On sait en effet maintenant que Pedro portait ce
film en lui depuis de nombreuses années, qu’il
s’inspirait pour une large part de son enfance dans un
collège religieux de la Mancha, de son expérience de
soliste dans une chorale, de ses amitiés, de ses débuts
de réalisateur hype dans le Madrid de la Movida. Autant
d’éléments qui figurent dans La Mala educacion,
et sur lesquels on ne reviendra pas : il s’en est
suffisamment expliqué dans les média, et le film lui-même
est assez explicite.
C’est en tout cas ce qui constitue le premier film
dans le film, un récit largement autobiographique doté
d’une identité visuelle spécifique avec un filmage
aussi nostalgique que douloureux : incroyable séquence
glaçante et paradisiaque sur Moon River, achevée
par un plan aussi évocateur et beau qu’audacieux, que
lui seul sans doute pouvait se permettre ; partie
de football irréelle et fixant un pur moment d'éternité.
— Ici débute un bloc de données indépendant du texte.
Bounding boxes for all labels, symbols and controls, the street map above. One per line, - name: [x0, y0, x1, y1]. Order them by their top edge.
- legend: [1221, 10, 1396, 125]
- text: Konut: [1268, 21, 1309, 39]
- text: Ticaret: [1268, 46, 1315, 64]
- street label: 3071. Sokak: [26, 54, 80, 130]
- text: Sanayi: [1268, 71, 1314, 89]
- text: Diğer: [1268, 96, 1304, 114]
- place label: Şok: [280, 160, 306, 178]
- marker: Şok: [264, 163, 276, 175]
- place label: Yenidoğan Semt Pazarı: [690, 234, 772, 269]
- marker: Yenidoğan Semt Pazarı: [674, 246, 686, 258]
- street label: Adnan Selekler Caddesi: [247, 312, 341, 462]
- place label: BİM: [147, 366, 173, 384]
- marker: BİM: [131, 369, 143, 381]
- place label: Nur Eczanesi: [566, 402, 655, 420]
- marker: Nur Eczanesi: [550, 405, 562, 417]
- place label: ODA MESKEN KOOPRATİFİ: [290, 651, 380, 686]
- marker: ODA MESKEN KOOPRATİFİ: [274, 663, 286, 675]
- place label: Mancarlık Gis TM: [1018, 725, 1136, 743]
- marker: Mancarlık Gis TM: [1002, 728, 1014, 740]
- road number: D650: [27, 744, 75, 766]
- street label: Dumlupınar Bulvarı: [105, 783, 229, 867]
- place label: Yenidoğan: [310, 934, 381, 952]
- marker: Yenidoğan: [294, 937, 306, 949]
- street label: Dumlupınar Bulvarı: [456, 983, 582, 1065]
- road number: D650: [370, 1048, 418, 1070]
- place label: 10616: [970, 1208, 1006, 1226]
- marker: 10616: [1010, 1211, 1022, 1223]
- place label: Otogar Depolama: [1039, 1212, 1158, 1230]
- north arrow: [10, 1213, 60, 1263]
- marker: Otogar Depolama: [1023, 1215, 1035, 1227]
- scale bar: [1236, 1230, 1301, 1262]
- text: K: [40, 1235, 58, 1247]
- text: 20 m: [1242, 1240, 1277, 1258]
Il est également significatif que les seuls moments
comiques (dus à Javier Camara) aient été insérés
dans le récit lu par Enrique (Fele Martinez), séquence
où Almodovar joue à faire du Almodovar
ancienne manière, condensant tout ce que son cinéma a
de plus voyant: sexualité crue et burlesque, drogue,
travestis.
Car loin de céder à la « facilité » de
l’évocation douloureuse et/ou intimiste de ses années
de franquisme (facilité que nous étions de toutes façons
tout prêts à lui concéder…), loin de nous donner le
film que nous attendions peut-être de lui, il déroule
dans la 2ème partie un autre film, « réel »
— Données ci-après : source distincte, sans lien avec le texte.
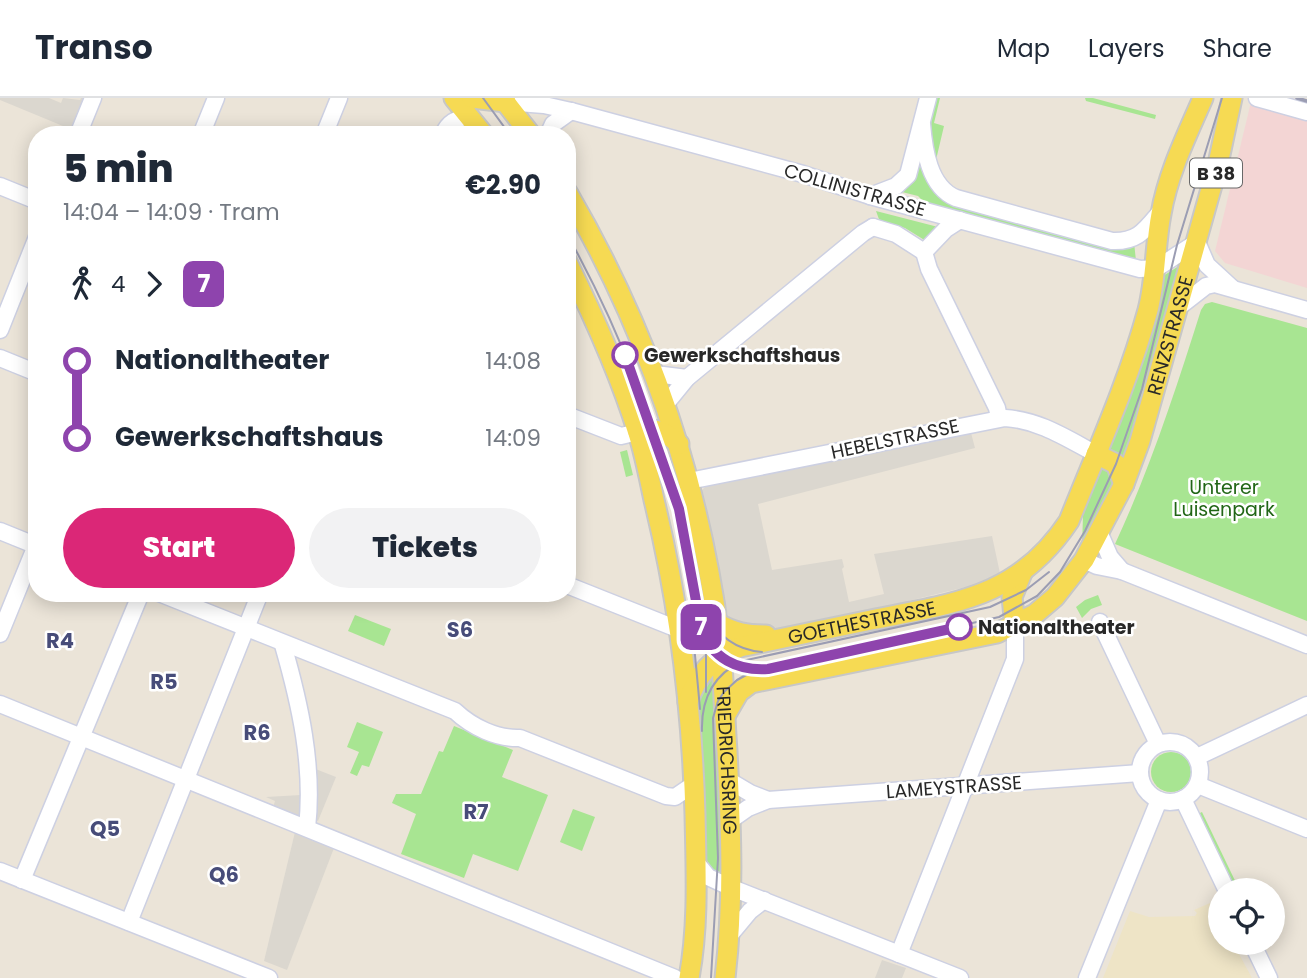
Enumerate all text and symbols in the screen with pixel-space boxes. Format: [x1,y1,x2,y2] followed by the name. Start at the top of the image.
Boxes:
[35,24,153,71] text: Transo
[997,32,1050,65] text: Map
[1088,32,1164,65] text: Layers
[1202,32,1272,65] text: Share
[63,142,173,195] text: 5 min
[781,157,929,223] street label: COLLINISTRASSE
[1190,158,1242,188] road number: B 38
[465,167,541,203] text: €2.90
[63,196,280,228] text: 14:04 – 14:09 · Tram
[63,265,101,303] icon: walk
[135,265,173,303] icon: forward
[197,267,210,300] text: 7
[111,268,125,300] text: 4
[1140,273,1199,398] street label: RENZSTRASSE
[115,342,329,378] text: Nationaltheater
[612,342,638,368] marker: Gewerkschaftshaus
[644,342,840,369] place label: Gewerkschaftshaus
[485,345,541,377] text: 14:08
[828,412,962,466] street label: HEBELSTRASSE
[115,419,384,455] text: Gewerkschaftshaus
[485,422,541,454] text: 14:09
[1173,474,1275,523] park label: Unterer Luisenpark
[63,508,295,588] button: Start
[309,508,541,588] button: Tickets
[785,594,938,650] street label: GOETHESTRASSE
[678,604,724,650] line badge: 7
[695,610,707,643] text: 7
[946,614,972,640] marker: Nationaltheater
[978,614,1135,641] place label: Nationaltheater
[447,615,473,644] district label: S6
[46,626,74,655] district label: R4
[150,667,178,696] district label: R5
[710,685,744,835] street label: FRIEDRICHSRING
[243,718,271,747] district label: R6
[885,769,1023,805] street label: LAMEYSTRASSE
[464,797,488,826] district label: R7
[90,814,120,843] district label: Q5
[209,860,239,889] district label: Q6
[1208,878,1285,955] map controls
[1208,878,1285,955] button: locate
lui, à la noirceur sans repentir et d’une froideur
nouvelle (pas étonnant de saisir au détour d’un plan
l’affiche de Double Indemnity).
Dans cette 2ème partie, Almodovar
nous rappelle à l’ordre et il faut en quelque sorte
oublier ce qu’il s’est passé (sans pour autant
oublier le passé, qui n’en finit pas de se répercuter
sur le présent) et qu’il ne fallait pas (toujours)
prendre pour argent comptant. Surprise alors, de
constater que le padre Manolo n'est pas ce bel homme ténébreux
et tourmenté, cette figure vampirique sillonnant les
dortoirs du collège catholique: l'image que nous nous
étions forgée de lui ne provenait en effet que la pièce
écrite par Ignacio… De même pour le « vrai »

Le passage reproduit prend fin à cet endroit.